(Available records)

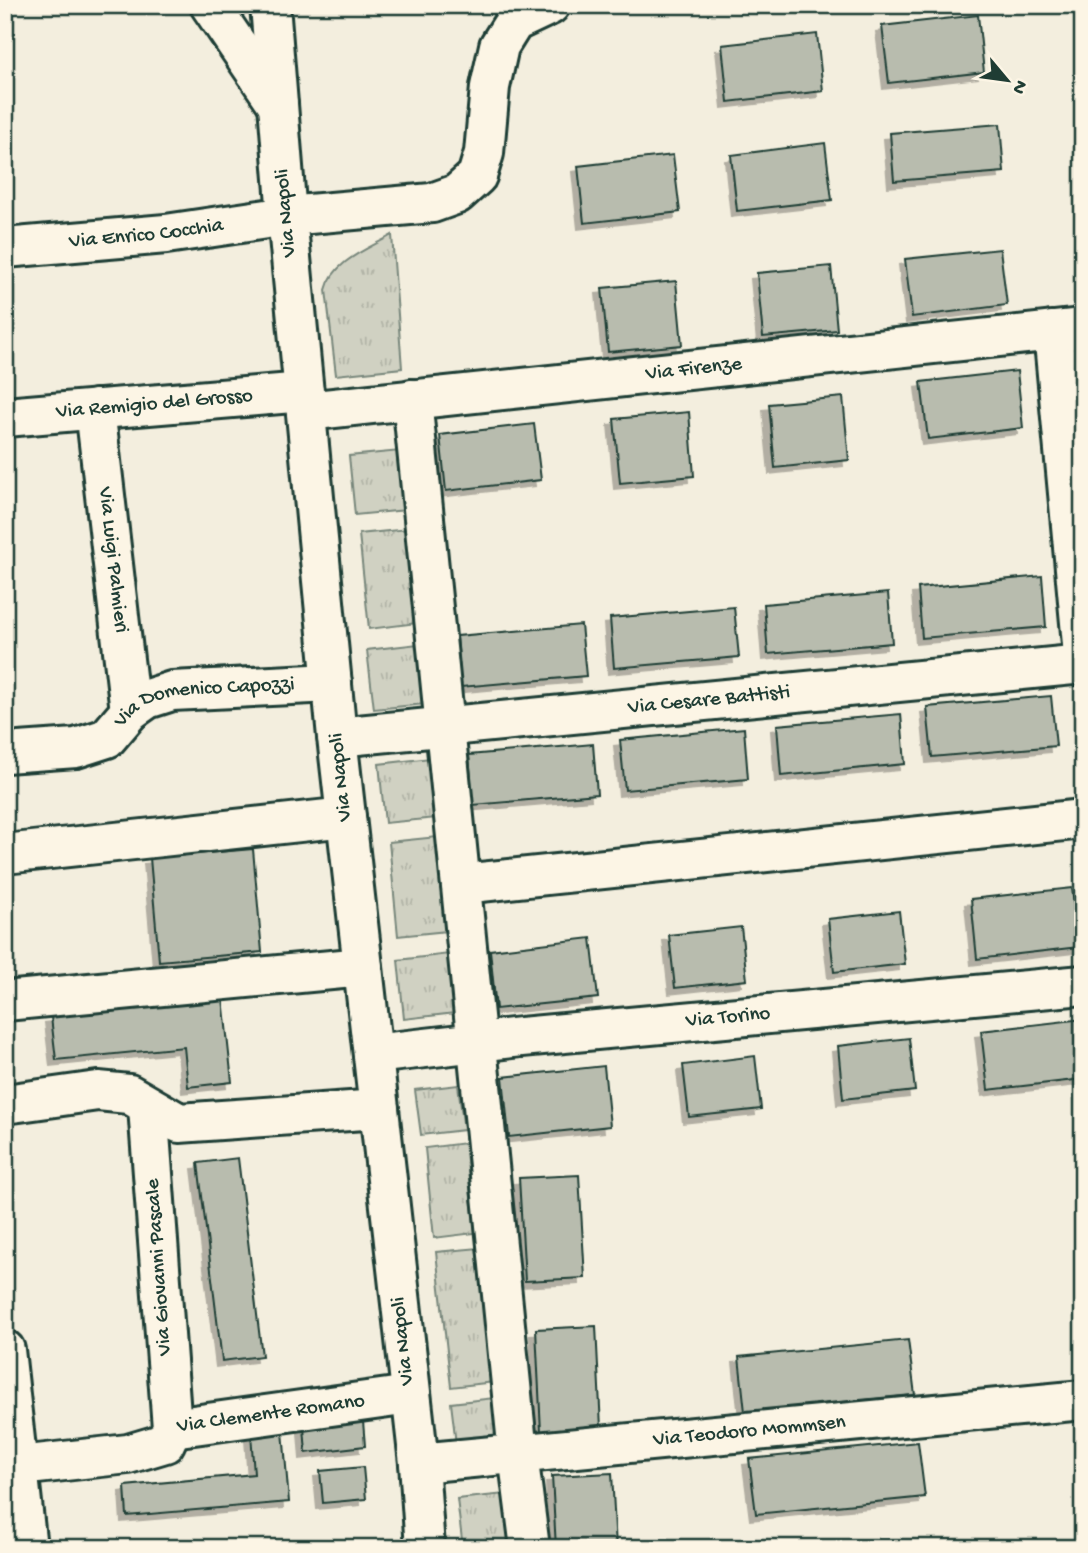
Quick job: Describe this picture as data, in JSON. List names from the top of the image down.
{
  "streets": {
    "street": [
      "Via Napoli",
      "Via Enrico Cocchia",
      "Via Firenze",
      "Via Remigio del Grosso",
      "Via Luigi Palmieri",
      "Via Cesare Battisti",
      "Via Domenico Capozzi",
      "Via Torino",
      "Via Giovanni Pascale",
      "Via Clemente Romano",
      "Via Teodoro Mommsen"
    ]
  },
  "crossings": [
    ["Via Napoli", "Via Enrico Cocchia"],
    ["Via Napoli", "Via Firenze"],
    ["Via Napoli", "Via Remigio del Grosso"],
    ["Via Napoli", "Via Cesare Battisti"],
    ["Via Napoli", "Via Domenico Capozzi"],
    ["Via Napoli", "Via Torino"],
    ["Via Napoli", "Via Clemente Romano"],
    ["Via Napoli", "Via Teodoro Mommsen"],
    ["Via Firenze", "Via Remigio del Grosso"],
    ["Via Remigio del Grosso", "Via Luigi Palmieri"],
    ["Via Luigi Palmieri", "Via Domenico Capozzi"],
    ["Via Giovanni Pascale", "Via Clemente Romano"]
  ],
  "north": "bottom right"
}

(End Available records)

**Task prompt:** For every line in the data above that holds "Enrico", return the line itself.

**Response to the exercise:**
      "Via Enrico Cocchia",
    ["Via Napoli", "Via Enrico Cocchia"],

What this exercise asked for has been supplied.